§ Try it: When you repeat the entries below, please keep them exact and leave out the pictures.

= Beginning of Section =

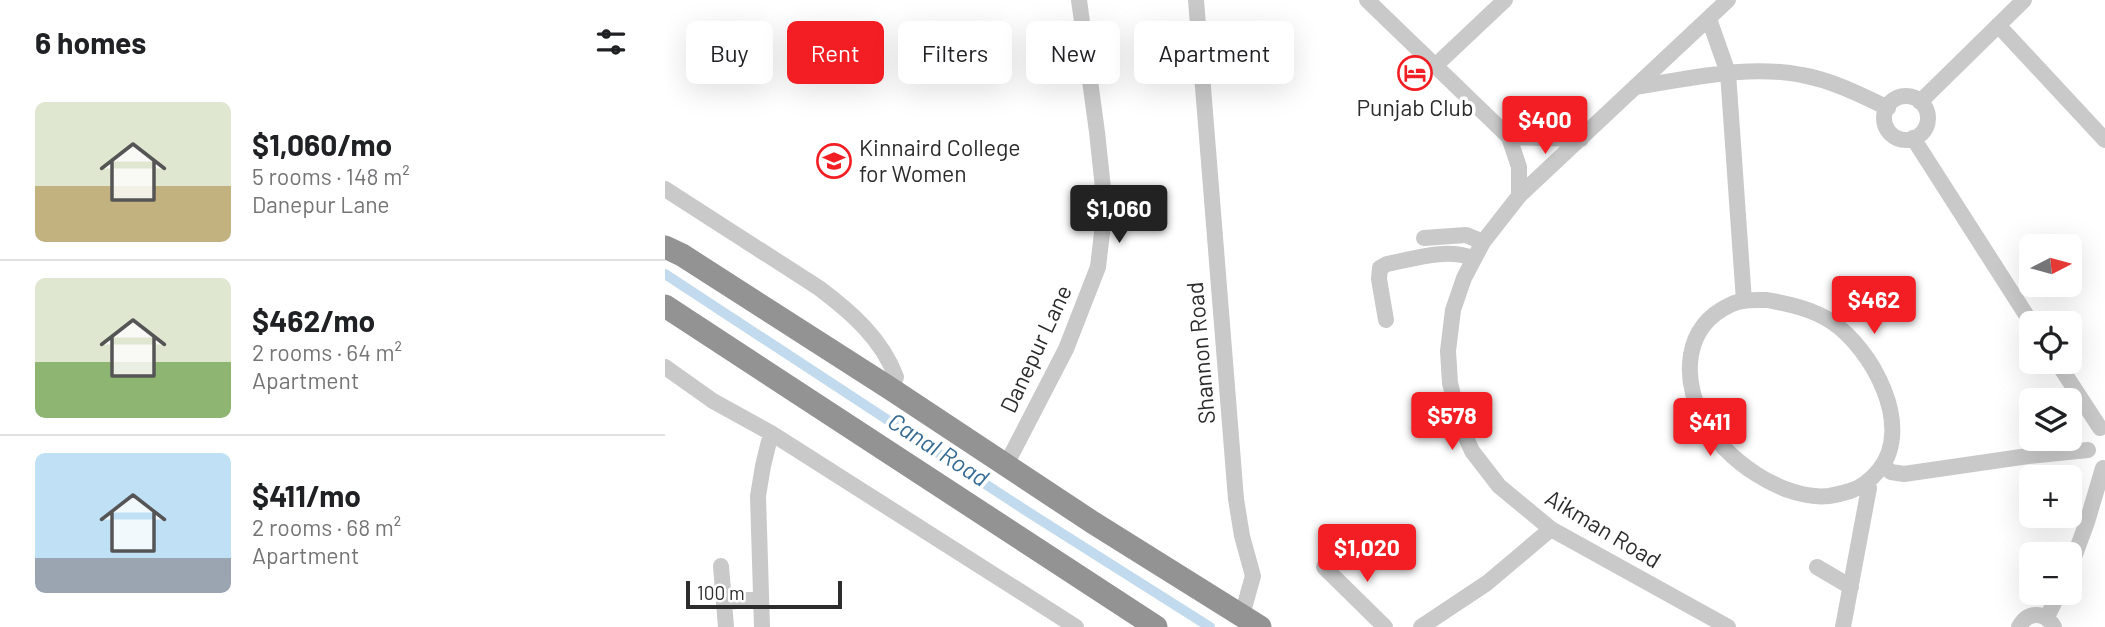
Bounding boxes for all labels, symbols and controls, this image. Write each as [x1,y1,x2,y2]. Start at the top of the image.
chip: Buy [686,21,773,84]
chip: Rent [787,21,884,84]
chip: Filters [898,21,1012,84]
chip: New [1026,21,1120,84]
chip: Apartment [1134,21,1294,84]
icon: filters [592,23,630,61]
text: 6 homes [35,24,146,60]
hotel icon: Punjab Club [1396,54,1434,92]
place label: Punjab Club [1356,93,1474,121]
pin: $400 [1504,96,1586,156]
text: $400 [1518,105,1572,133]
text: $1,060/mo [252,126,392,162]
icon: home [91,130,175,214]
place label: Kinnaird College for Women [859,133,1021,187]
school or university icon: Kinnaird College for Women [815,142,853,180]
text: 5 rooms · 148 m² [252,162,410,190]
pin: $1,060 [1062,186,1176,245]
text: Danepur Lane [252,190,390,218]
text: $1,060 [1086,194,1152,222]
north arrow [2019,234,2083,298]
map controls [2019,234,2082,605]
pin: $462 [1833,276,1915,336]
street label: Danepur Lane [993,280,1077,417]
street label: Shannon Road [1180,281,1220,425]
text: $462 [1848,285,1900,313]
text: $462/mo [252,302,375,338]
icon: home [91,306,175,390]
button: locate [2019,311,2082,374]
text: 2 rooms · 64 m² [252,338,402,366]
text: Apartment [252,366,359,394]
button: layers [2019,388,2082,451]
pin: $578 [1411,392,1493,452]
pin: $411 [1669,398,1751,458]
text: $578 [1427,401,1477,429]
water label: Canal Road [883,406,995,492]
text: $411 [1689,407,1731,435]
button: + [2019,465,2082,528]
text: $411/mo [252,477,361,513]
icon: home [91,481,175,565]
street label: Aikman Road [1541,483,1666,574]
text: 2 rooms · 68 m² [252,513,401,541]
pin: $1,020 [1310,524,1424,584]
text: $1,020 [1334,533,1400,561]
text: Apartment [252,541,359,569]
button: − [2019,542,2082,605]
scale bar [686,578,842,610]
text: 100 m [697,581,745,604]

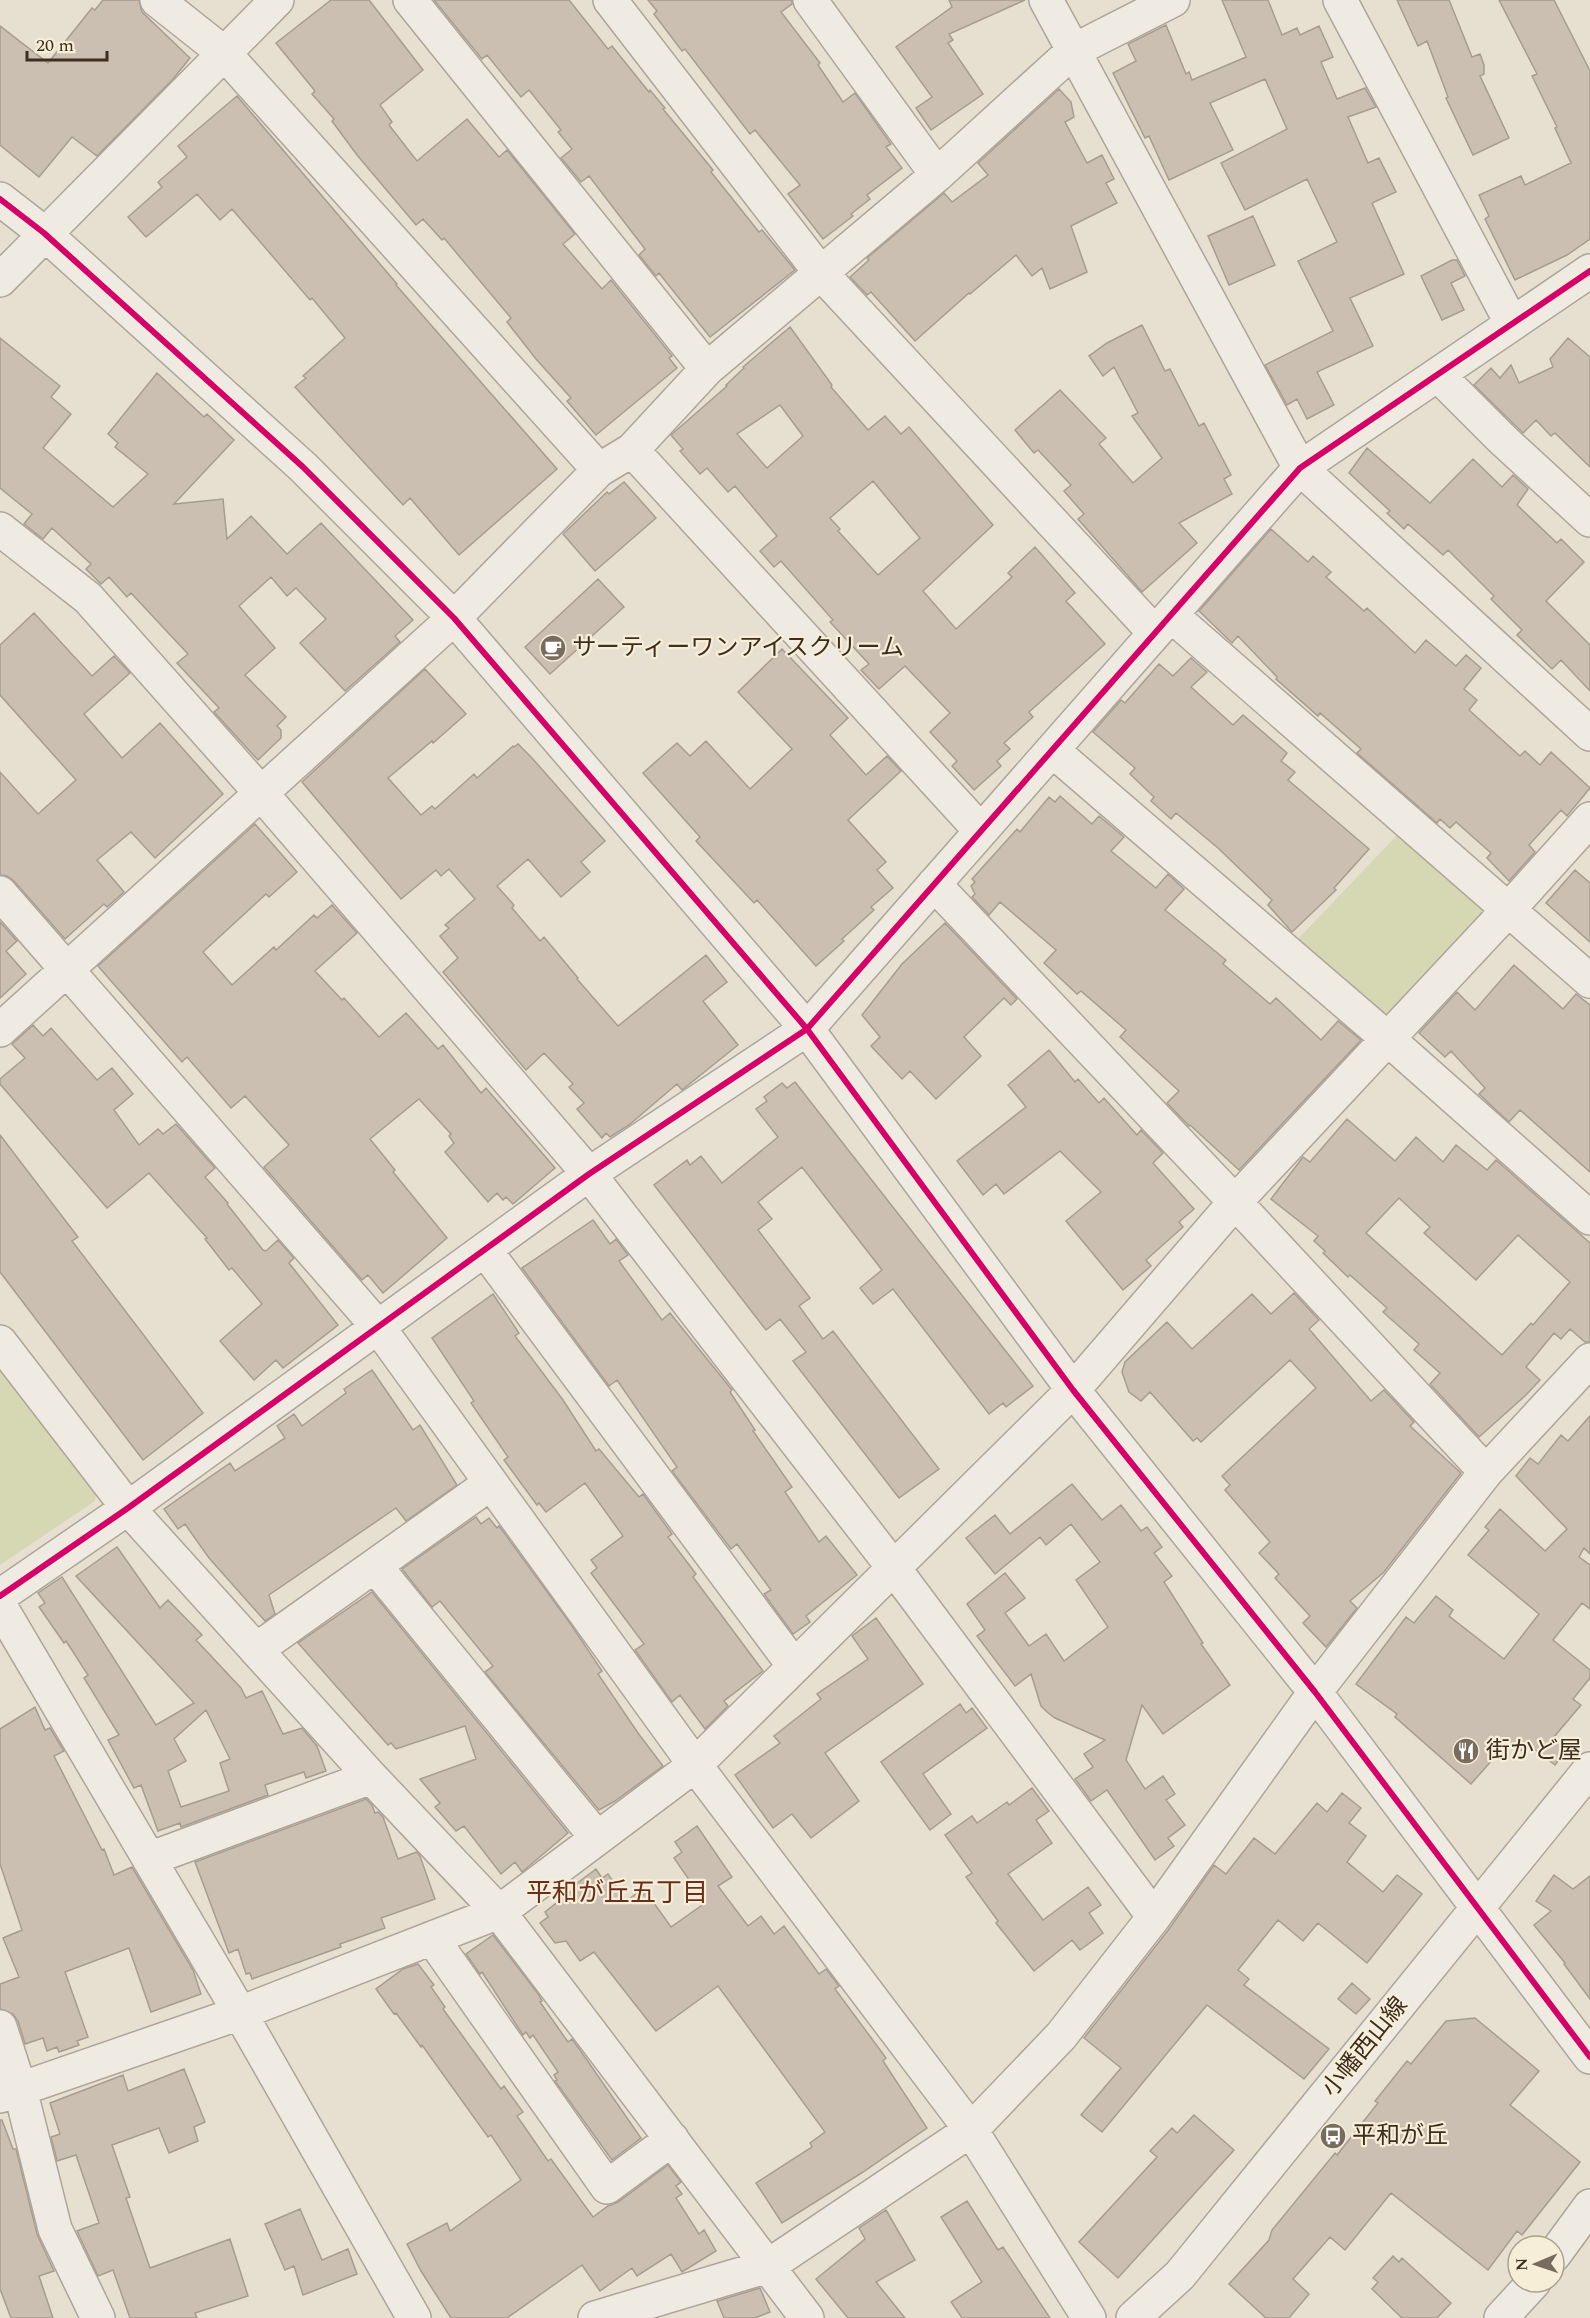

= End of Section =

§ Task result:
Bounding boxes for all labels, symbols and controls, this image. Write each as [x1,y1,x2,y2]. Start at the top of the image.
chip: Buy [686,21,773,84]
chip: Rent [787,21,884,84]
chip: Filters [898,21,1012,84]
chip: New [1026,21,1120,84]
chip: Apartment [1134,21,1294,84]
icon: filters [592,23,630,61]
text: 6 homes [35,24,146,60]
hotel icon: Punjab Club [1396,54,1434,92]
place label: Punjab Club [1356,93,1474,121]
pin: $400 [1504,96,1586,156]
text: $400 [1518,105,1572,133]
text: $1,060/mo [252,126,392,162]
icon: home [91,130,175,214]
place label: Kinnaird College for Women [859,133,1021,187]
school or university icon: Kinnaird College for Women [815,142,853,180]
text: 5 rooms · 148 m² [252,162,410,190]
pin: $1,060 [1062,186,1176,245]
text: Danepur Lane [252,190,390,218]
text: $1,060 [1086,194,1152,222]
north arrow [2019,234,2083,298]
map controls [2019,234,2082,605]
pin: $462 [1833,276,1915,336]
street label: Danepur Lane [993,280,1077,417]
street label: Shannon Road [1180,281,1220,425]
text: $462 [1848,285,1900,313]
text: $462/mo [252,302,375,338]
icon: home [91,306,175,390]
button: locate [2019,311,2082,374]
text: 2 rooms · 64 m² [252,338,402,366]
text: Apartment [252,366,359,394]
button: layers [2019,388,2082,451]
pin: $578 [1411,392,1493,452]
pin: $411 [1669,398,1751,458]
text: $578 [1427,401,1477,429]
water label: Canal Road [883,406,995,492]
text: $411 [1689,407,1731,435]
button: + [2019,465,2082,528]
text: $411/mo [252,477,361,513]
icon: home [91,481,175,565]
street label: Aikman Road [1541,483,1666,574]
text: 2 rooms · 68 m² [252,513,401,541]
pin: $1,020 [1310,524,1424,584]
text: $1,020 [1334,533,1400,561]
text: Apartment [252,541,359,569]
button: − [2019,542,2082,605]
scale bar [686,578,842,610]
text: 100 m [697,581,745,604]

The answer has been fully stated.